[Collected data]
* * * * * * * * *

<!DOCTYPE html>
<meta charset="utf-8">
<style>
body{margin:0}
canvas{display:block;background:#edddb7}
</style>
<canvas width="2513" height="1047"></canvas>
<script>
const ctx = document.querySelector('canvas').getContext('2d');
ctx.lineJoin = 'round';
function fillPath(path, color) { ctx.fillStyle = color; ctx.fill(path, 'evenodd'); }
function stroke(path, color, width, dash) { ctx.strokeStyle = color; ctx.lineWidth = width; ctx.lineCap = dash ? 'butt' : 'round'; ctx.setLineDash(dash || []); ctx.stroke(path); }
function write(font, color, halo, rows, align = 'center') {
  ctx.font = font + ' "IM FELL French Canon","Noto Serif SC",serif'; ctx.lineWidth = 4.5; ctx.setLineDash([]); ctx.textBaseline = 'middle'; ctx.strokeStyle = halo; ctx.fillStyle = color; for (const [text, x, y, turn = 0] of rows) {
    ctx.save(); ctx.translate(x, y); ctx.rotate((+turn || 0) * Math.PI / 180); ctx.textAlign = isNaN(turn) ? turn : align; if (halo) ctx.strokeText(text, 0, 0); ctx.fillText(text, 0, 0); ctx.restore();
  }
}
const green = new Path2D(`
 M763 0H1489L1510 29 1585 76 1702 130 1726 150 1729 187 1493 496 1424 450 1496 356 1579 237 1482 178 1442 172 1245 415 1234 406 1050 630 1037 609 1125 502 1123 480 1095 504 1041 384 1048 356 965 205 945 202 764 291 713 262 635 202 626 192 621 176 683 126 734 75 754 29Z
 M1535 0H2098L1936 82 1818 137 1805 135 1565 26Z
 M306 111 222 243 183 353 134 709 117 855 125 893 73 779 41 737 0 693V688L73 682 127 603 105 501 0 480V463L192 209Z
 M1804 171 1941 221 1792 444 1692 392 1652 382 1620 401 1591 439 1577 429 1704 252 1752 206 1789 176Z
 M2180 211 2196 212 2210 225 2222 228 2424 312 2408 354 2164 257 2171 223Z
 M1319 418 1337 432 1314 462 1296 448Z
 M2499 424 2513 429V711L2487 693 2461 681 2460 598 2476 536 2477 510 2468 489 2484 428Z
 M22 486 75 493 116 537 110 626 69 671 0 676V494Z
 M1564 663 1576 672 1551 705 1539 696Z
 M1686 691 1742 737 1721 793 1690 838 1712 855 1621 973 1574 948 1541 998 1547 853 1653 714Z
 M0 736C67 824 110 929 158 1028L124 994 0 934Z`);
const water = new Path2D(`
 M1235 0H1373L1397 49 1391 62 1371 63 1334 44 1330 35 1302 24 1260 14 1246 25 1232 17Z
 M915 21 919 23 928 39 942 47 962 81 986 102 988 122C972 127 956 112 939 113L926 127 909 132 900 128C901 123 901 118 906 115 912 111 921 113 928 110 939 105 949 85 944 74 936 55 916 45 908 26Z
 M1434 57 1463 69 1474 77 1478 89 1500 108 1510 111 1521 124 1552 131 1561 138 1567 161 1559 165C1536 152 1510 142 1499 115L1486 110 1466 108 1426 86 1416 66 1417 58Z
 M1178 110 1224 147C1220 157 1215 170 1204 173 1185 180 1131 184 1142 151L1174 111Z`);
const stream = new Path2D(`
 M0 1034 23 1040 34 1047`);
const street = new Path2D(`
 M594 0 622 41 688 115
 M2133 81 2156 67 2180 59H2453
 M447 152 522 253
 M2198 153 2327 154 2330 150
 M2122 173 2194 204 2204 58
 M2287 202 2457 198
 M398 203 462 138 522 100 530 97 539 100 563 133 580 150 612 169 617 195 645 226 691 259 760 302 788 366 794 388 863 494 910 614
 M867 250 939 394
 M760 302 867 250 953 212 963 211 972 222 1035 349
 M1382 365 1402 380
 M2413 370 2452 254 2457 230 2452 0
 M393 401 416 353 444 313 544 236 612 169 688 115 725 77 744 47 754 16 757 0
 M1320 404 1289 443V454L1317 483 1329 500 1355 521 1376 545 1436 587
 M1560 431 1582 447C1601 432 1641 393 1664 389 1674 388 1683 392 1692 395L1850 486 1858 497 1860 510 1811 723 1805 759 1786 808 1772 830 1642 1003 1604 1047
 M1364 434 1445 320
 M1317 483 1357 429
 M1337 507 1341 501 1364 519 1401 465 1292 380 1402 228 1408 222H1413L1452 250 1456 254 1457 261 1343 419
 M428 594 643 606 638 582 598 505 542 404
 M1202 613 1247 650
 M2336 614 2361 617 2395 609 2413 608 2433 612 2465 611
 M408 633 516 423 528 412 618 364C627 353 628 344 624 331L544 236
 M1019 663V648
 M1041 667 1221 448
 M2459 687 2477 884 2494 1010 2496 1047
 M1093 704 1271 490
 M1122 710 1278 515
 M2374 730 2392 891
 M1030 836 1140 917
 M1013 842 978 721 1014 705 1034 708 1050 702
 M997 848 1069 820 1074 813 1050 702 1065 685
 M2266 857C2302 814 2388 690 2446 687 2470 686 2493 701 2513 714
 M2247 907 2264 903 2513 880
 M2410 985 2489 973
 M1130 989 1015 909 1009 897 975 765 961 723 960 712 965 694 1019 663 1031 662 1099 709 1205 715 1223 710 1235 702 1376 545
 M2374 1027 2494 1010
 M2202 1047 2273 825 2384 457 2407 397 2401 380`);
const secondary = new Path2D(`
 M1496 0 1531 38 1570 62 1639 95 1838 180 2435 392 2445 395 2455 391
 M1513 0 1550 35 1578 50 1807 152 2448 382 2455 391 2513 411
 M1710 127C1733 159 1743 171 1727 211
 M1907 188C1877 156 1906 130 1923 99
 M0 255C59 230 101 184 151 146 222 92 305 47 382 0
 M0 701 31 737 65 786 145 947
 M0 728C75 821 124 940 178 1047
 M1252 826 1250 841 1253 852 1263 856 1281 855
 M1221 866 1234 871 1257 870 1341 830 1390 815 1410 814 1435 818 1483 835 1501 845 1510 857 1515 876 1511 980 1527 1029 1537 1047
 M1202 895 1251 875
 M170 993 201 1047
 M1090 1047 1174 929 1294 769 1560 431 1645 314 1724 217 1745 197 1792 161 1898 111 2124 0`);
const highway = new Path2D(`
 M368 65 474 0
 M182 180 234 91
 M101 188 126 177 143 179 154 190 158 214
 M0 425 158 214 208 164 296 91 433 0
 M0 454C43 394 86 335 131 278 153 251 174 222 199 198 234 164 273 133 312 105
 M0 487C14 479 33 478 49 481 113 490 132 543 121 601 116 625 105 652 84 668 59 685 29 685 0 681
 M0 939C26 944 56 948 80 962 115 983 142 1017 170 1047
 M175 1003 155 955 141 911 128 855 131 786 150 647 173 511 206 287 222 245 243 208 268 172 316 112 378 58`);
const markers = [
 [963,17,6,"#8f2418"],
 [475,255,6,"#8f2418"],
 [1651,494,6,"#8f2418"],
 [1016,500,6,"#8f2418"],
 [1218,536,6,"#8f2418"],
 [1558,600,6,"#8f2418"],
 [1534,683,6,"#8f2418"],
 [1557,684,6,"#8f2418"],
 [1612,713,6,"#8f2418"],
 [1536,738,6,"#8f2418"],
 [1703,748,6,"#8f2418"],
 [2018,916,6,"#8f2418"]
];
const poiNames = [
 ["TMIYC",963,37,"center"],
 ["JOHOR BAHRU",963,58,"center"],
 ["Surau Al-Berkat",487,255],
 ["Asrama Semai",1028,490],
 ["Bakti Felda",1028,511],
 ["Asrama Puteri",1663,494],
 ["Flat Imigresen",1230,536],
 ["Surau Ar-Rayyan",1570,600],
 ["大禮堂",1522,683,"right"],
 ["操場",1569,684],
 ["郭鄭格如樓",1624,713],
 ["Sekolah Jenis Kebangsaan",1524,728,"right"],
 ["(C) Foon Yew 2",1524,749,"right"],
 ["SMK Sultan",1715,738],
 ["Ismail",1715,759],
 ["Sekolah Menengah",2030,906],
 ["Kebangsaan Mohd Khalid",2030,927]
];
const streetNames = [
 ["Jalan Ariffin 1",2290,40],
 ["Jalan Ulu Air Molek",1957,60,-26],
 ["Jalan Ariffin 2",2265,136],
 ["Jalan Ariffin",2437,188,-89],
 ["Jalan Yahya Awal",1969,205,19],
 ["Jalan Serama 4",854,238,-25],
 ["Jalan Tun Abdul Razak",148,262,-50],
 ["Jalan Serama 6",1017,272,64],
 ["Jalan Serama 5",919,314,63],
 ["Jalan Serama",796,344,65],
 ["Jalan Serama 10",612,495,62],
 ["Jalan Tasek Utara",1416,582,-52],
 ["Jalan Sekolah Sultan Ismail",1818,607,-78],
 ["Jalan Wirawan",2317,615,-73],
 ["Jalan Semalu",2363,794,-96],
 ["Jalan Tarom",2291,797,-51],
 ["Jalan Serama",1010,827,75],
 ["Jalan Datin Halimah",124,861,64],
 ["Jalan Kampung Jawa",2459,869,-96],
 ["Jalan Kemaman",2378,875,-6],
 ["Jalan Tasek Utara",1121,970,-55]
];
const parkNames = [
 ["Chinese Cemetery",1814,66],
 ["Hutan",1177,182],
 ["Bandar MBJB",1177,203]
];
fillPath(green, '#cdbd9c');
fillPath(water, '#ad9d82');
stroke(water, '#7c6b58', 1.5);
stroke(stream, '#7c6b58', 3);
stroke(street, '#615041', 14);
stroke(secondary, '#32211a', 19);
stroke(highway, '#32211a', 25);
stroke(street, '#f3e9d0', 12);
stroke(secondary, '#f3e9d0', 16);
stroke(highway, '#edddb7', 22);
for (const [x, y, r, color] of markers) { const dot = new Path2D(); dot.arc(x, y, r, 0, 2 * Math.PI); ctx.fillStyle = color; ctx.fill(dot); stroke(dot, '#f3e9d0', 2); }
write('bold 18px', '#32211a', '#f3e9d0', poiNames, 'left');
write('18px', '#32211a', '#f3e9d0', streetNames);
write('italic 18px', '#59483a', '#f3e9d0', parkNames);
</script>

* * * * * * * * *

Collect every line with the string "turn" from the records, and copy each.

  ctx.font = font + ' "IM FELL French Canon","Noto Serif SC",serif'; ctx.lineWidth = 4.5; ctx.setLineDash([]); ctx.textBaseline = 'middle'; ctx.strokeStyle = halo; ctx.fillStyle = color; for (const [text, x, y, turn = 0] of rows) {
    ctx.save(); ctx.translate(x, y); ctx.rotate((+turn || 0) * Math.PI / 180); ctx.textAlign = isNaN(turn) ? turn : align; if (halo) ctx.strokeText(text, 0, 0); ctx.fillText(text, 0, 0); ctx.restore();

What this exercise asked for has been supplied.